I got fear for my life.
I actually started getting paranoid.
I dealt with my issues with my staff sergeant, with my
things, through drugs and alcohol.
My bipolar and obsessive-compulsive had
kicked in, and they wasn't examining that.
They weren't looking at that, because I had already got a
reputation as being a coward, and so I never got
help with that part.
And that stuff came home with me.
I brought back an extremely large habit that the drug
scene can do.
So I had done more and more and more to do it, because I
had a *** habit.
Through that, crime came in.
Did five prison bits at home once I got out of the Service.
I've been to prison five times, gave over
15 years of my life.
I was a drug addict, and what goes along with drugs
is jails and death.
Just by God's crazy mercy, I didn't die, but I went through
that living hell, and my family went through it.

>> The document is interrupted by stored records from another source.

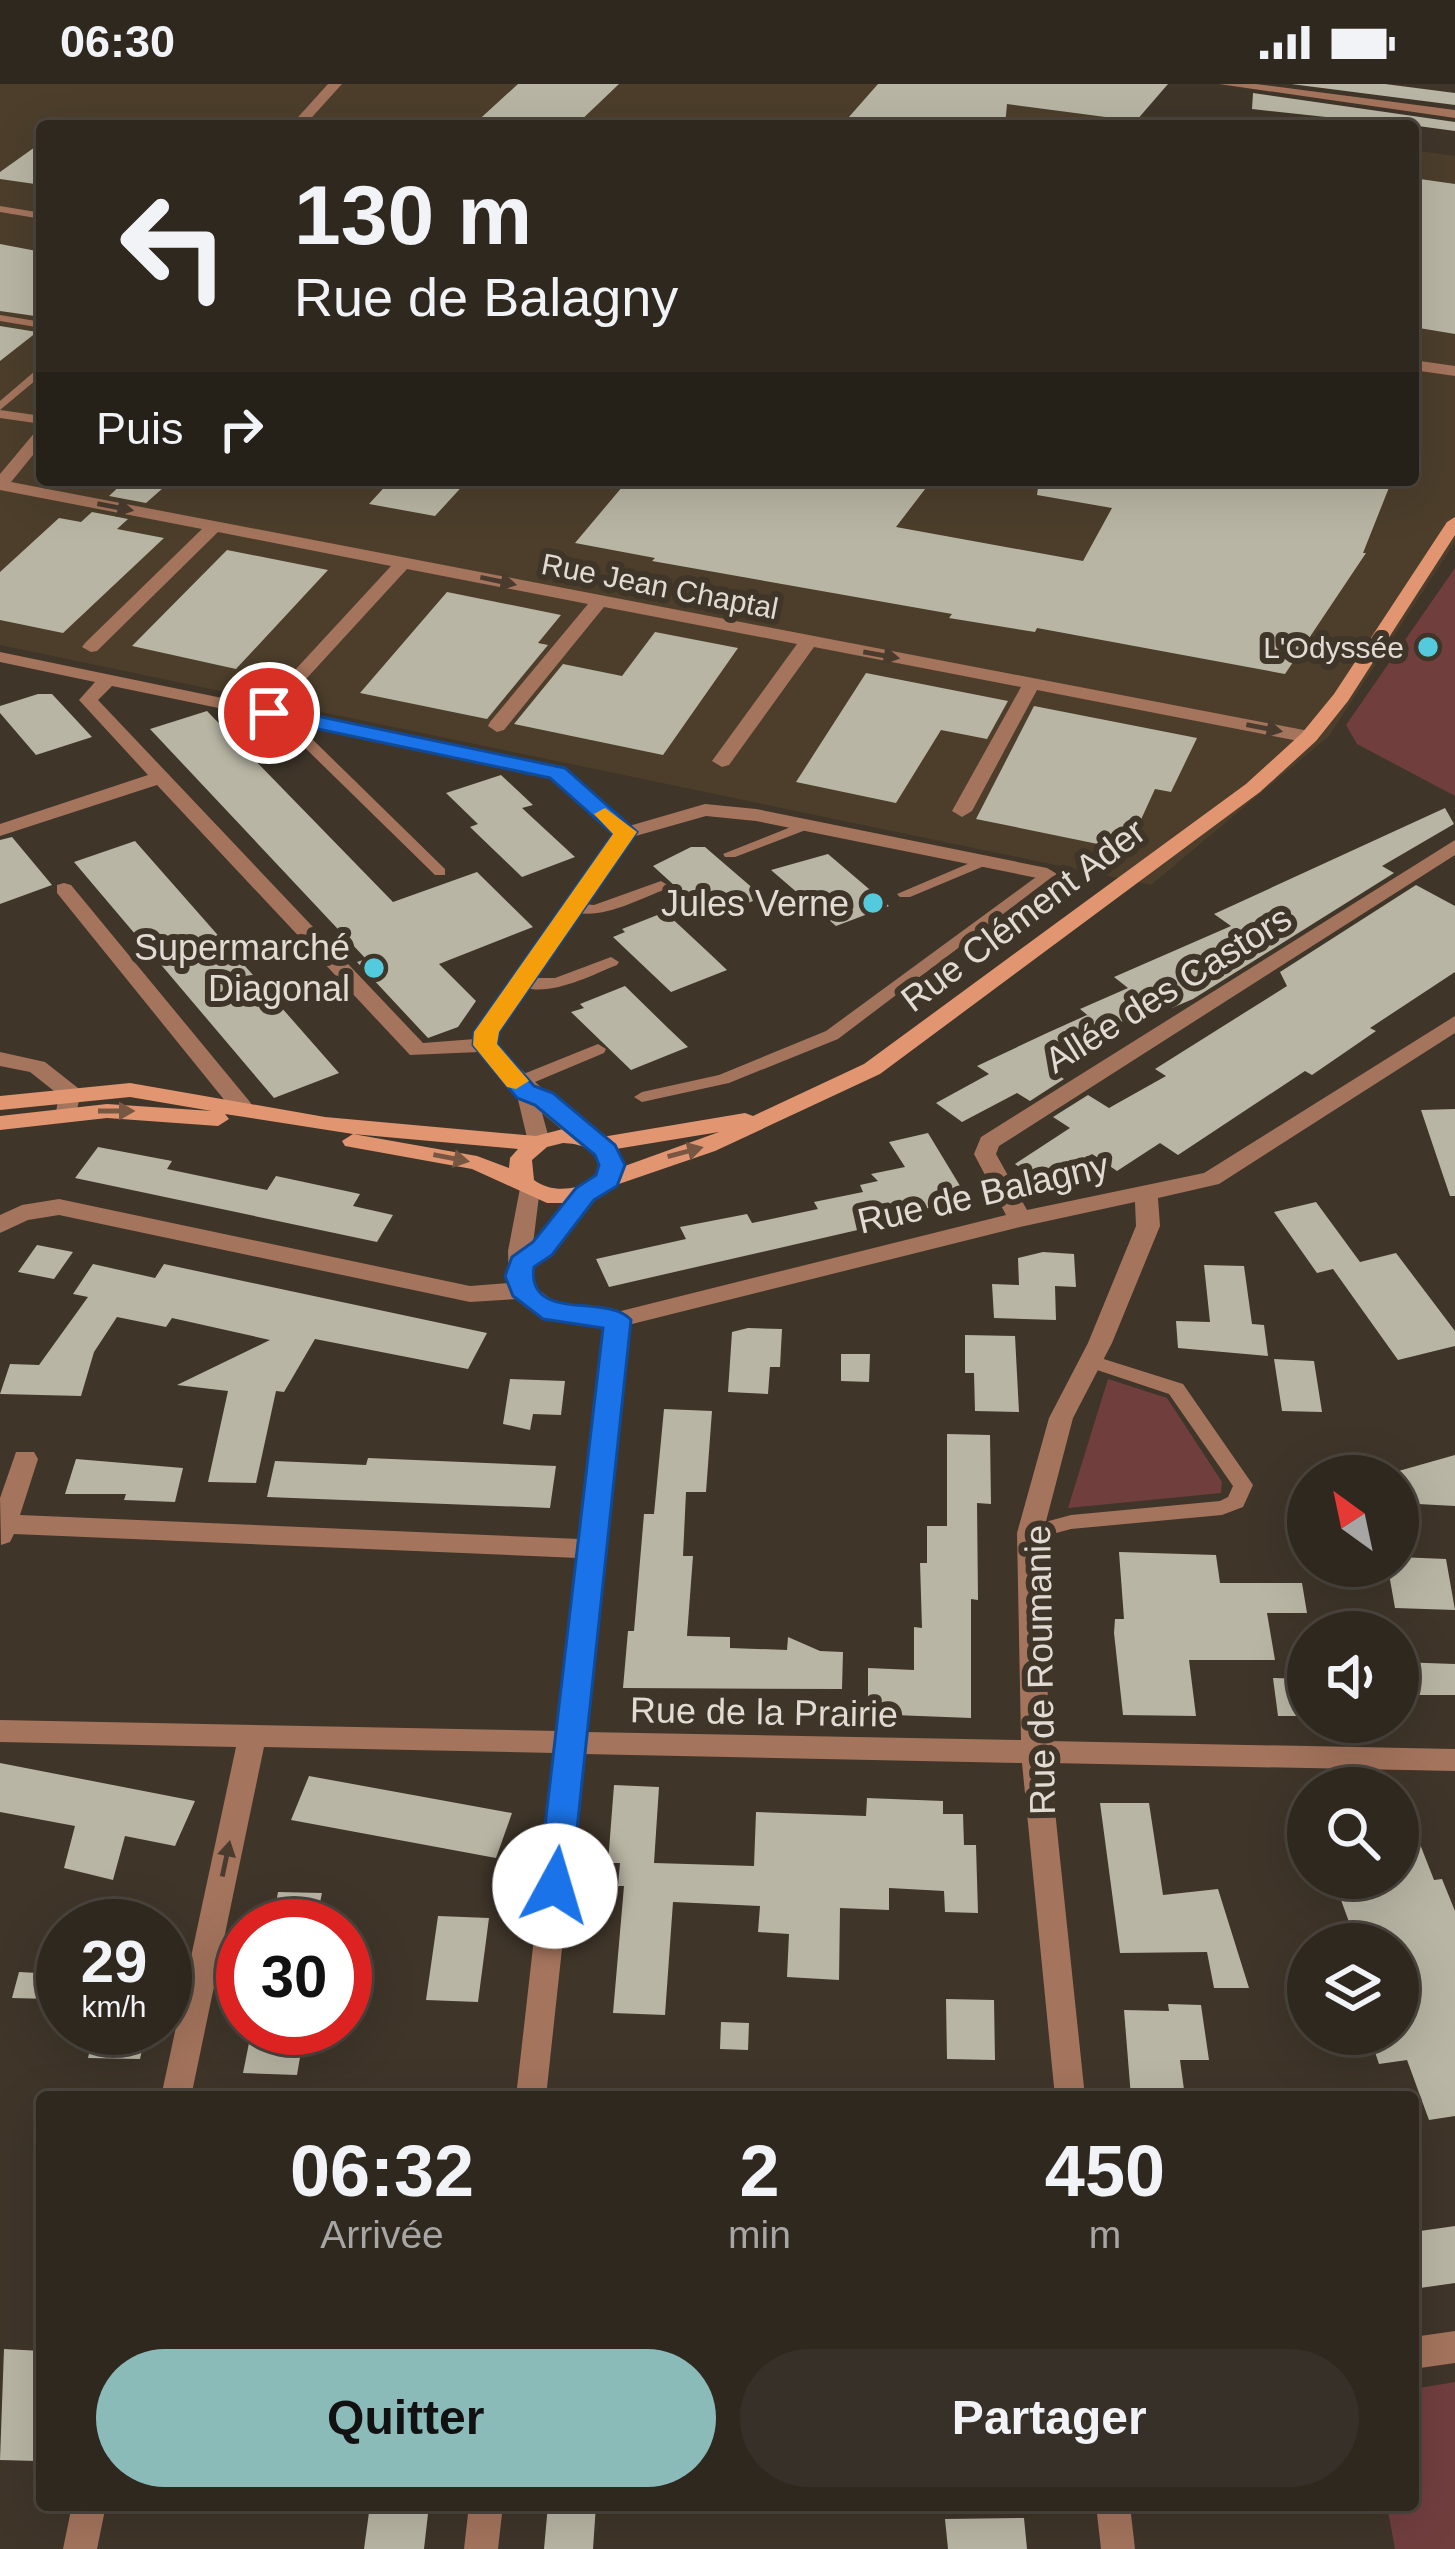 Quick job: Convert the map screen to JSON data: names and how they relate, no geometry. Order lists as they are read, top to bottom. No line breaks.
{"streets":{"street":["Rue Jean Chaptal","Rue Clément Ader","Allée des Castors","Rue de Balagny","Rue de Roumanie","Rue de la Prairie"]},"crossings":[["Rue Jean Chaptal","Rue Clément Ader"],["Allée des Castors","Rue de Balagny"],["Rue de Balagny","Rue de Roumanie"],["Rue de Roumanie","Rue de la Prairie"]],"places":["L'Odyssée","Jules Verne","Supermarché Diagonal"],"north":"top left","page":{"status":"06:30","turn":["130 m","Rue de Balagny"],"then":"Puis","speed":"29 km/h","limit":"30","eta":["06:32","Arrivée","2","min","450","m"],"buttons":["Quitter","Partager"]}} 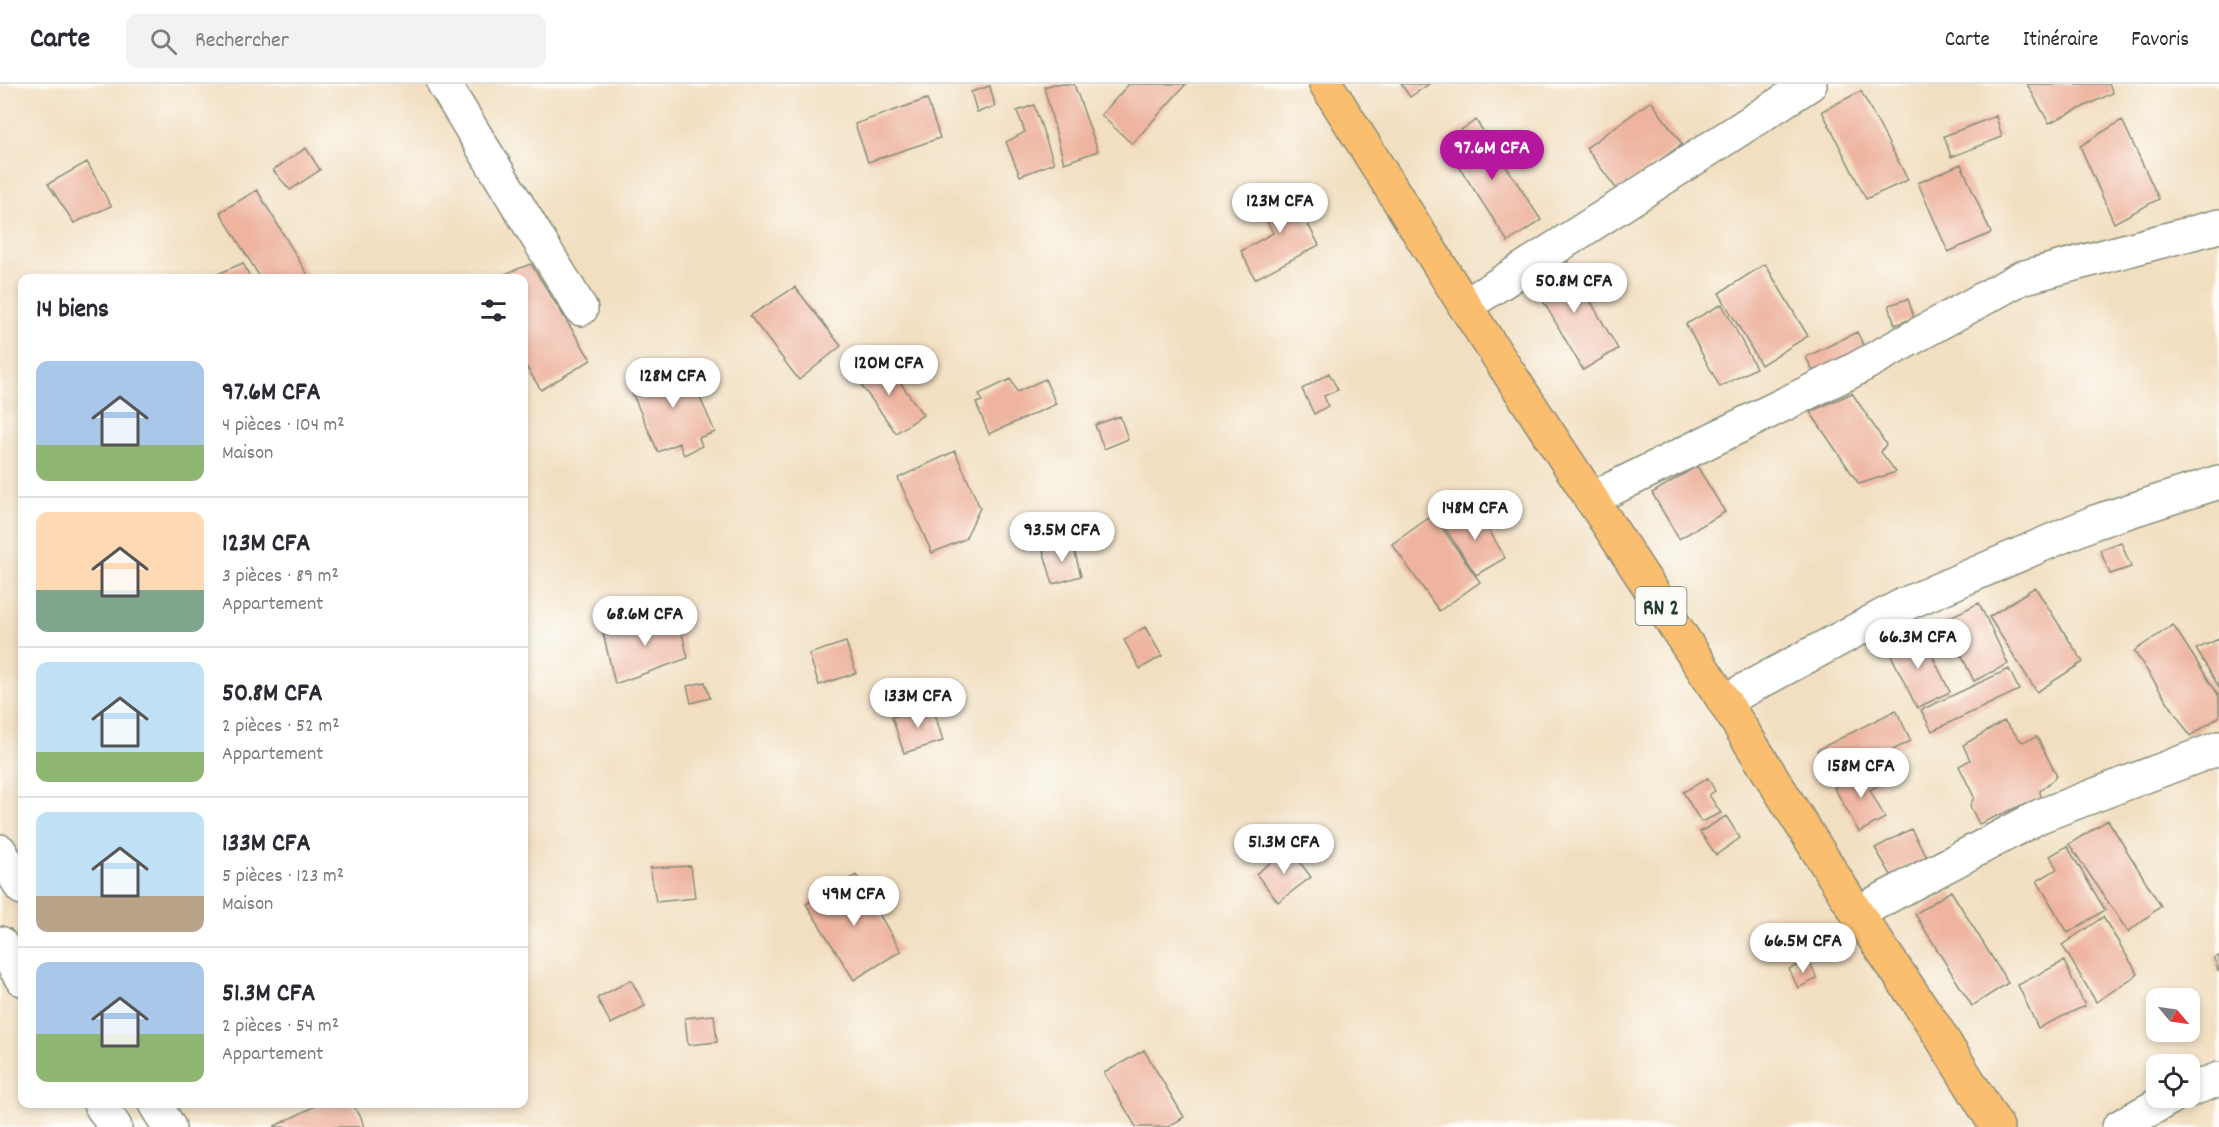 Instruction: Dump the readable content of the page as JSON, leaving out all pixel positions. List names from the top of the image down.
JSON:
{
  "streets": {
    "highway": ["RN 2"]
  },
  "north": "bottom right",
  "page": {
    "header": "Carte",
    "search": "Rechercher",
    "nav": ["Carte", "Itinéraire", "Favoris"],
    "price": [
      "97.6M CFA",
      "123M CFA",
      "50.8M CFA",
      "120M CFA",
      "128M CFA",
      "148M CFA",
      "93.5M CFA",
      "68.6M CFA",
      "66.3M CFA",
      "133M CFA",
      "158M CFA",
      "51.3M CFA",
      "49M CFA",
      "66.5M CFA"
    ],
    "heading": "14 biens",
    "list": [
      {
        "name": "97.6M CFA",
        "note": "4 pièces · 104 m² · Maison"
      },
      {
        "name": "123M CFA",
        "note": "3 pièces · 89 m² · Appartement"
      },
      {
        "name": "50.8M CFA",
        "note": "2 pièces · 52 m² · Appartement"
      },
      {
        "name": "133M CFA",
        "note": "5 pièces · 123 m² · Maison"
      },
      {
        "name": "51.3M CFA",
        "note": "2 pièces · 54 m² · Appartement"
      }
    ]
  }
} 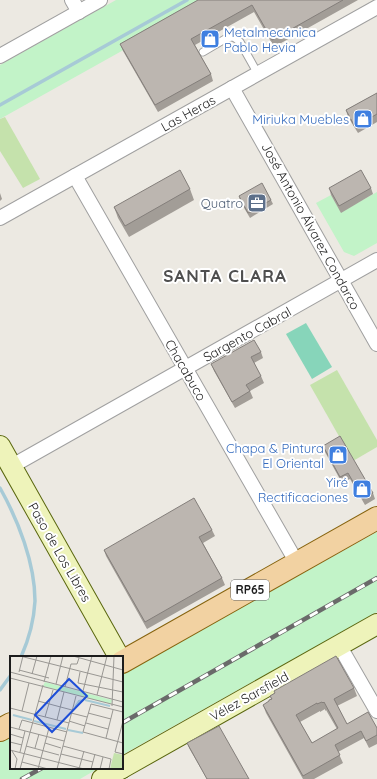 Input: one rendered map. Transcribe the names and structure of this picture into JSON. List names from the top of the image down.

And I made my decision right there, is that
I am sick and tired.
I do not want to go through this no more.
When I got out of prison, that was the first thing I done.
I went to a NA meeting.
Because by being into jails and going into treatment so
many different times, they would tell me, Daryl, this is
going to be all right.
After you do these 10 years, when you come out just go to a
meeting and tell them your name is Daryl, and you don't
know how to stay sober on the street.
And that's what I done.
So I got up, and I went to a shelter and I got connected
with the VA.
By me being a Vet, you've got to go get your physical and
all that stuff.
So I got into an addiction treatment program, and that's
when I seen the psychiatrist.
And [SNAPS FINGERS]
first visit, he diagnosed me with the bipolar, the
obsessive-compulsive, and depression, and all that.
And I suffered a lot in things I had, but I say to him, when
I was in the military, it just enhanced it.
I went to treatment meetings, had one-on-one therapy with my
psychiatrist, one-on-one talks with my team lead and stuff.
Then we had group meetings.
Going through this, you see yourself growing.
It ain't going to grow like this, but it's going to be
step by step, inch by inch.
When you feel like opening up, or when you feel like you have
something, then you've got so many different people that you
can talk to, so many different specialists, not
just me or some Joe.
You've got all these specialists that specialize in
these fields.
I eventually learned to just start sharing that stuff,
because the one thing is, your pain that's
shared is pain lessened.
I'm still connected to the program.
I'm still in there.
And they supply that with you.
Some go on about their business, but I'm staying
there, because that's my support network.
And it's there as long as you want the help.
If you're a Veteran, you're coming home from the service
or you're just a Veteran just living on the street, you
don't have to be.
All you've got to do is show up at the hospital, tell them
you want to be assessed for a drug treatment program, and
they'll take care of you from there.
Because I know there's a lot of us out there that need it,
and we don't have to be like that no more.